MONTAGUE — Having worked without a new contract since last summer, Gill-Montague Regional School District educators began “work-to-rule” on Monday, scaling their efforts back to their contract’s minimum requirements.

The Gill-Montague Education Association (GMEA), a union primarily comprised of the district’s teachers, voted to start work-to-rule in response to the Gill-Montague School Committee’s “failure to settle a fair contract,” according to a handout distributed by the GMEA. Work-to-rule dictates that the teachers will “only work the hours and tasks outlined in [their] current contract,” forgoing volunteer roles, declining to provide extra help to students outside of school hours and using preparatory time for nothing other than necessary preparation.

“GMEA members have been forced into action as a result of the Gill-Montague Regional School District Committee’s inability to negotiate a fair and competitive wage package for Unit A members,” reads a statement the group released Monday. “While the GMEA continues to negotiate in good faith and propose creative solutions, there have been essentially no counter-offers by the committee.”

The GMEA and School Committee have been conducting contract negotiations since March 2022, according to a statement contributed by the GMEA Executive Board. While there was a tentative three-year agreement reached in August 2022 outlining raises between 2% and 3% each year, it was rejected by the GMEA that October.
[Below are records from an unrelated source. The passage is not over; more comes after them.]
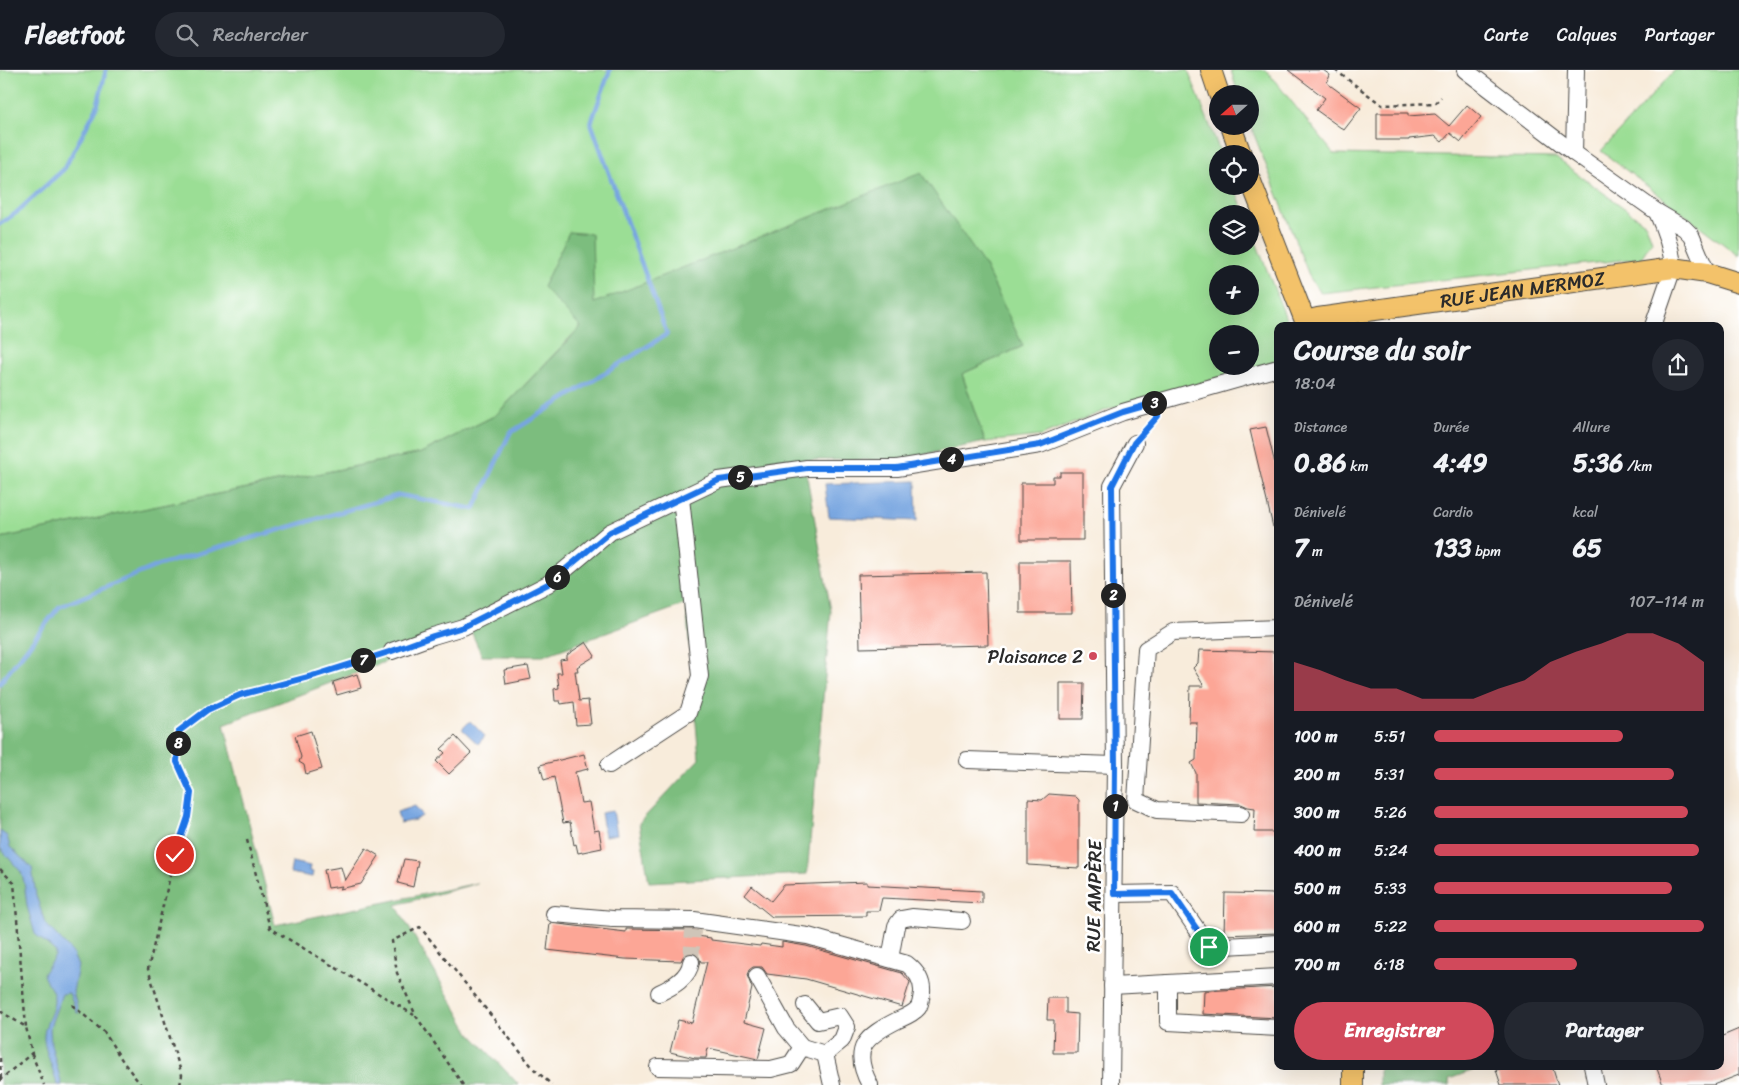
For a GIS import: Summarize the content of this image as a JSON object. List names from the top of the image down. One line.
{"streets":{"main road":["RUE JEAN MERMOZ"],"street":["RUE AMPÈRE"]},"places":["Plaisance 2"],"north":"left","page":{"header":"Fleetfoot","search":"Rechercher","nav":["Carte","Calques","Partager"],"map_buttons":["+","−"],"heading":["Course du soir","18:04"],"pins":["3","4","5","6","2","7","8","1"],"stats":[["Distance","0.86 km"],["Durée","4:49"],["Allure","5:36 /km"],["Dénivelé","7 m"],["Cardio","133 bpm"],["kcal","65"]],"chart":["Dénivelé","107–114 m"],"list":[{"name":"100 m","note":"5:51"},{"name":"200 m","note":"5:31"},{"name":"300 m","note":"5:26"},{"name":"400 m","note":"5:24"},{"name":"500 m","note":"5:33"},{"name":"600 m","note":"5:22"},{"name":"700 m","note":"6:18"}],"buttons":["Enregistrer","Partager"]}}
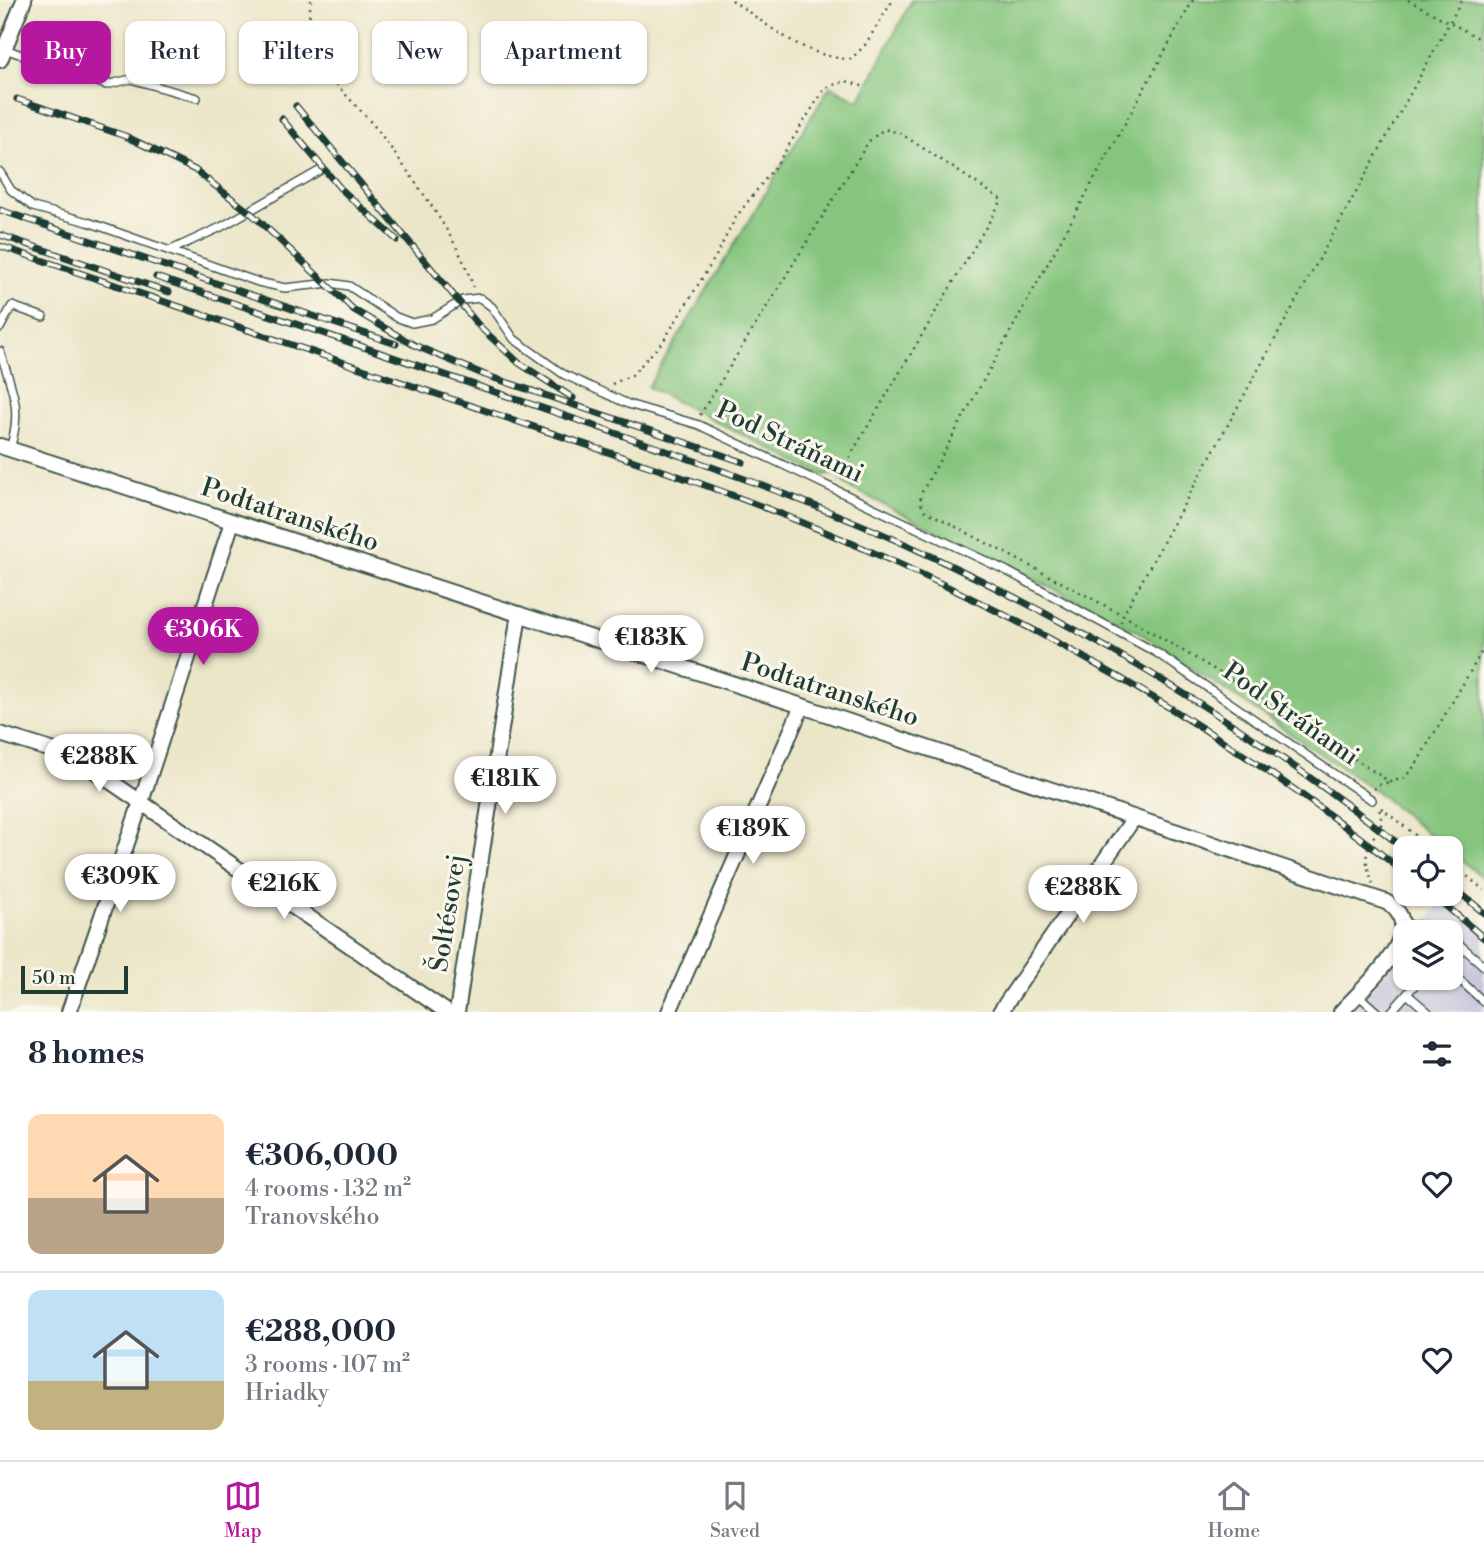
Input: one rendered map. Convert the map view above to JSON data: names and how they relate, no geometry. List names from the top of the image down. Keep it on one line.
{"streets":{"street":["Podtatranského","Šoltésovej"],"lane":["Pod Stráňami"]},"crossings":[["Podtatranského","Šoltésovej"]],"scale_bar":"50 m","page":{"chip":["Buy","Rent","Filters","New","Apartment"],"price":["€306K","€183K","€288K","€181K","€189K","€309K","€216K","€288K"],"scale":"50 m","heading":"8 homes","list":[{"name":"€306,000","note":"4 rooms · 132 m² · Tranovského"},{"name":"€288,000","note":"3 rooms · 107 m² · Hriadky"}],"tabs":["Map","Saved","Home"]}}
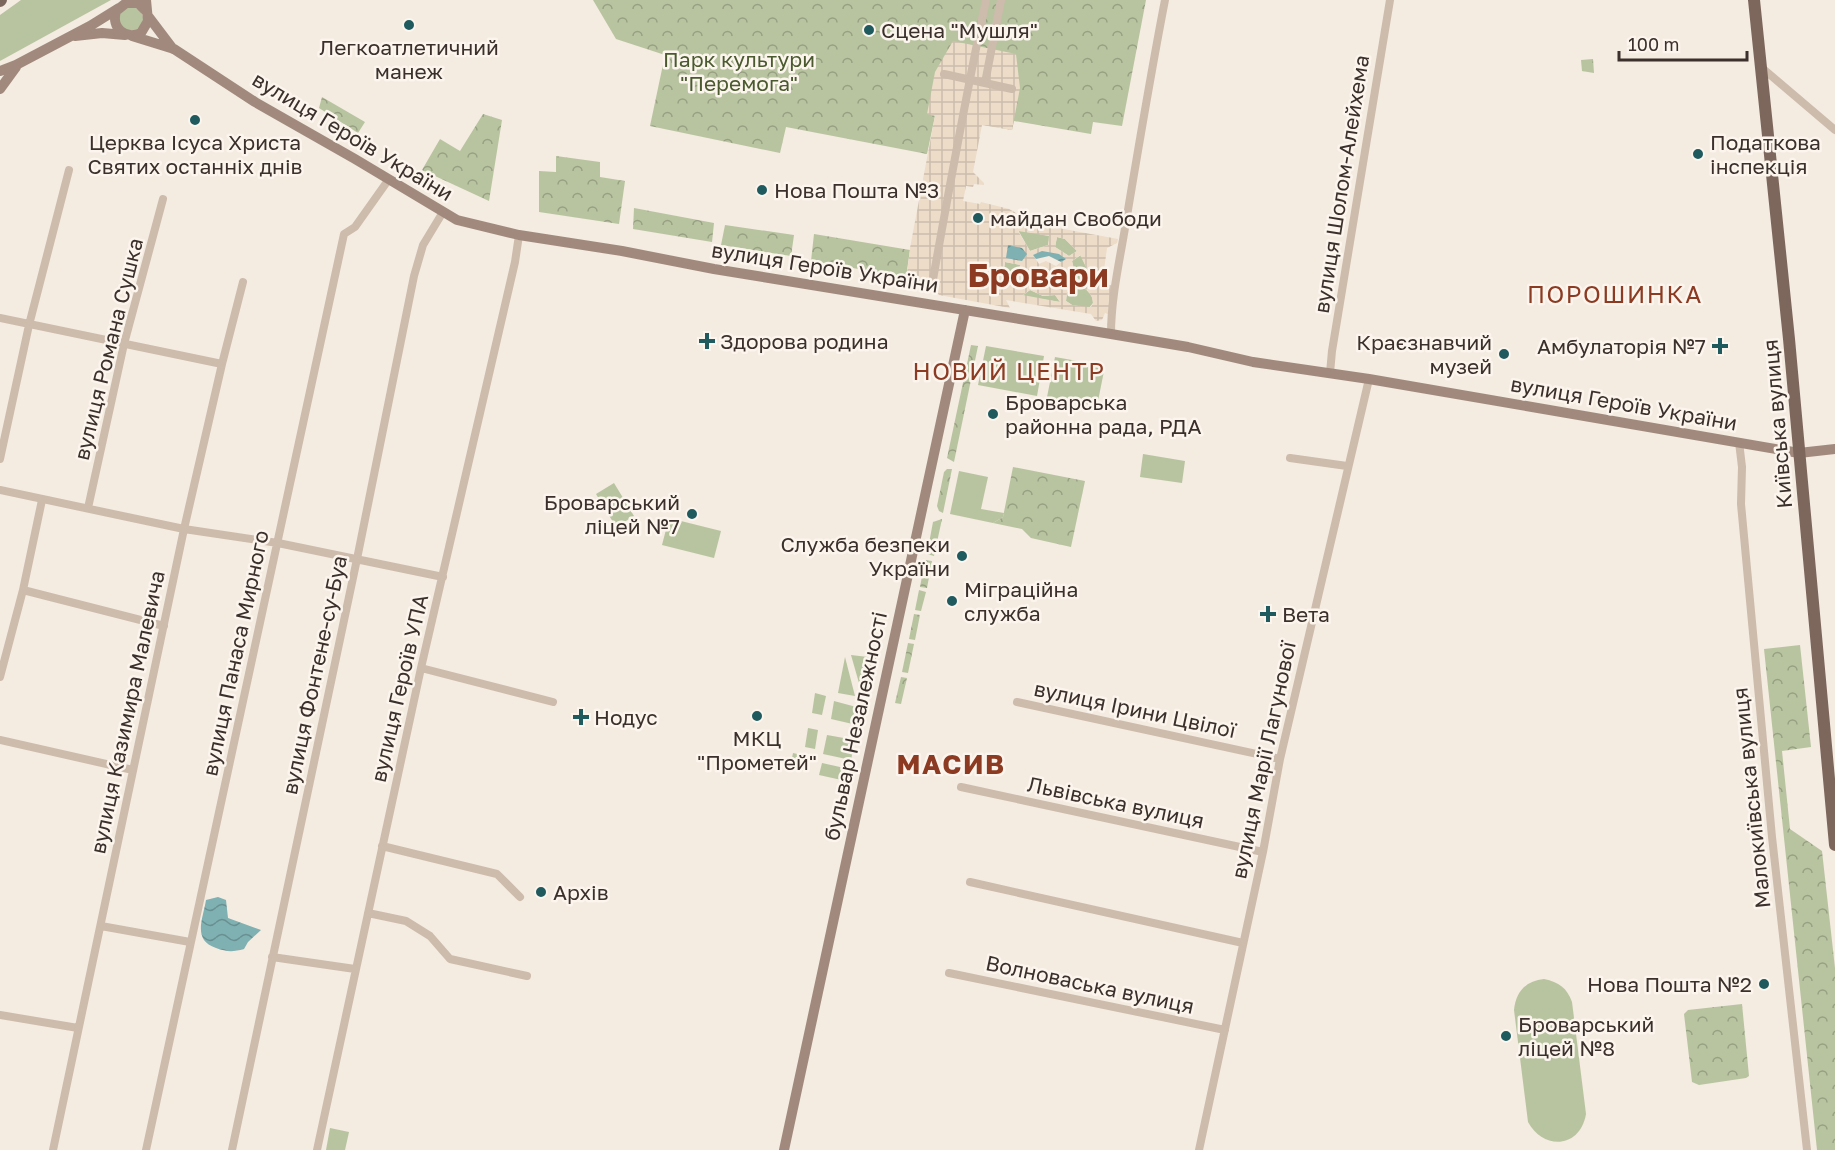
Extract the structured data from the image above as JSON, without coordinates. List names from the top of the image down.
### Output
{
  "streets": {
    "main road": ["вулиця Героїв України", "Київська вулиця", "бульвар Незалежності"],
    "street": [
      "вулиця Шолом-Алейхема",
      "вулиця Романа Сушка",
      "вулиця Панаса Мирного",
      "вулиця Фонтене-су-Буа",
      "вулиця Героїв УПА",
      "вулиця Ірини Цвілої",
      "вулиця Казимира Малевича",
      "вулиця Марії Лагунової",
      "Малокиївська вулиця",
      "Львівська вулиця",
      "Волноваська вулиця"
    ]
  },
  "crossings": [
    ["вулиця Героїв України", "вулиця Шолом-Алейхема"],
    ["вулиця Героїв України", "Київська вулиця"],
    ["вулиця Героїв України", "вулиця Панаса Мирного"],
    ["вулиця Героїв України", "вулиця Фонтене-су-Буа"],
    ["вулиця Героїв України", "вулиця Героїв УПА"],
    ["вулиця Героїв України", "бульвар Незалежності"],
    ["вулиця Героїв України", "вулиця Марії Лагунової"],
    ["вулиця Героїв України", "Малокиївська вулиця"],
    ["вулиця Ірини Цвілої", "вулиця Марії Лагунової"],
    ["вулиця Марії Лагунової", "Львівська вулиця"],
    ["вулиця Марії Лагунової", "Волноваська вулиця"]
  ],
  "districts": [
    "Бровари",
    "ПОРОШИНКА",
    "НОВИЙ ЦЕНТР",
    "МАСИВ"
  ],
  "parks": ["Парк культури \"Перемога\""],
  "places": {
    "other": [
      "Легкоатлетичний манеж",
      "Сцена \"Мушля\"",
      "Церква Ісуса Христа Святих останніх днів",
      "Податкова інспекція",
      "Нова Пошта №3",
      "майдан Свободи",
      "Краєзнавчий музей",
      "Броварська районна рада, РДА",
      "Броварський ліцей №7",
      "Служба безпеки України",
      "Міграційна служба",
      "МКЦ \"Прометей\"",
      "Архів",
      "Нова Пошта №2",
      "Броварський ліцей №8"
    ],
    "health": [
      "Здорова родина",
      "Амбулаторія №7",
      "Вета",
      "Нодус"
    ]
  },
  "scale_bar": "100 m"
}
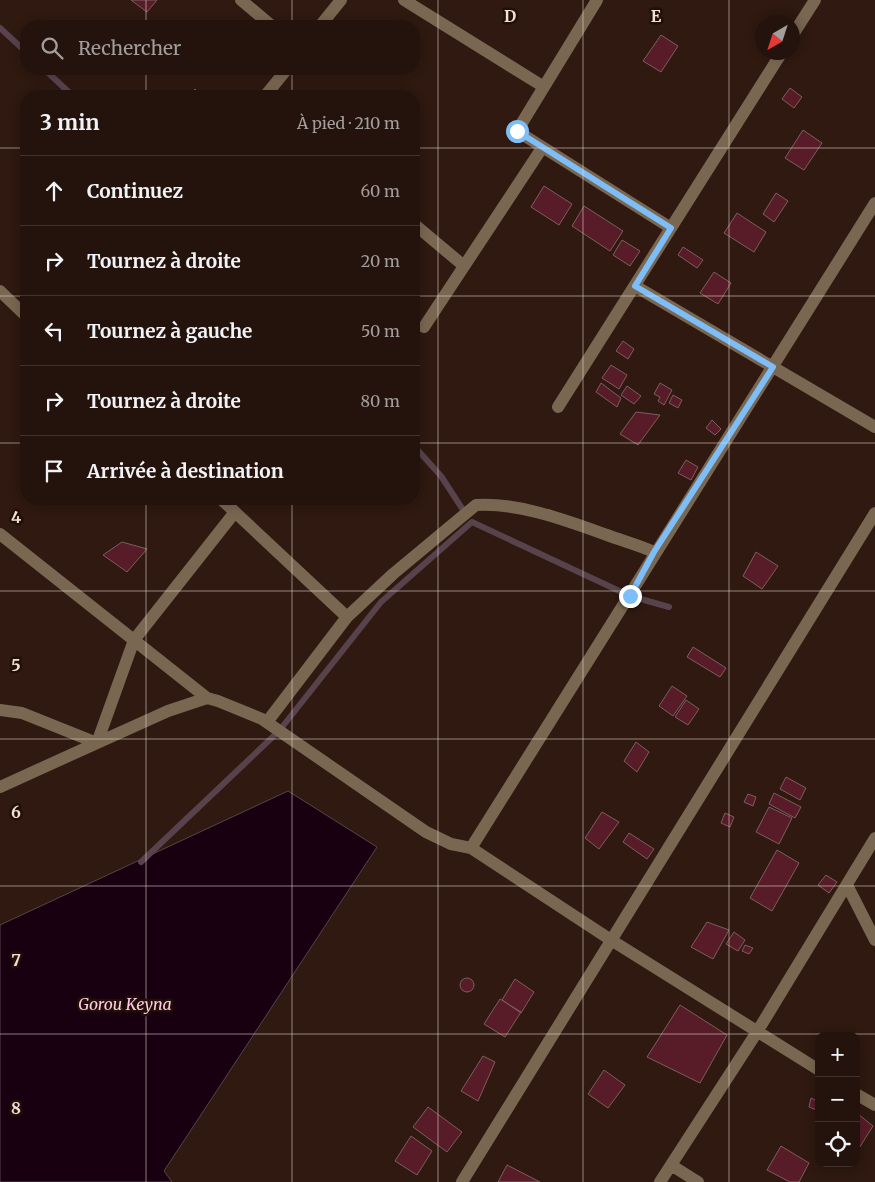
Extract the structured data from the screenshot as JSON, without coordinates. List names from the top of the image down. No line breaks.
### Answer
{"water":["Gorou Keyna"],"north":"bottom left","page":{"search":"Rechercher","heading":["3 min","À pied · 210 m"],"list":[["Continuez","60 m"],["Tournez à droite","20 m"],["Tournez à gauche","50 m"],["Tournez à droite","80 m"],"Arrivée à destination"],"map_buttons":["+","−"]},"grid":{"columns":["D","E"],"rows":["4","5","6","7","8"]}}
“While there were several reasons for this rejection, the main reason can be summed up in one word: value,” the executive board’s statement explains. “The GMEA asserts that the committee’s salary offers have been below the current market value in comparison to other local districts and the current state of the job market. This leads to an unstable workforce, where employees seeking higher salaries will be hired elsewhere, leaving our students with a revolving door of professional staff.”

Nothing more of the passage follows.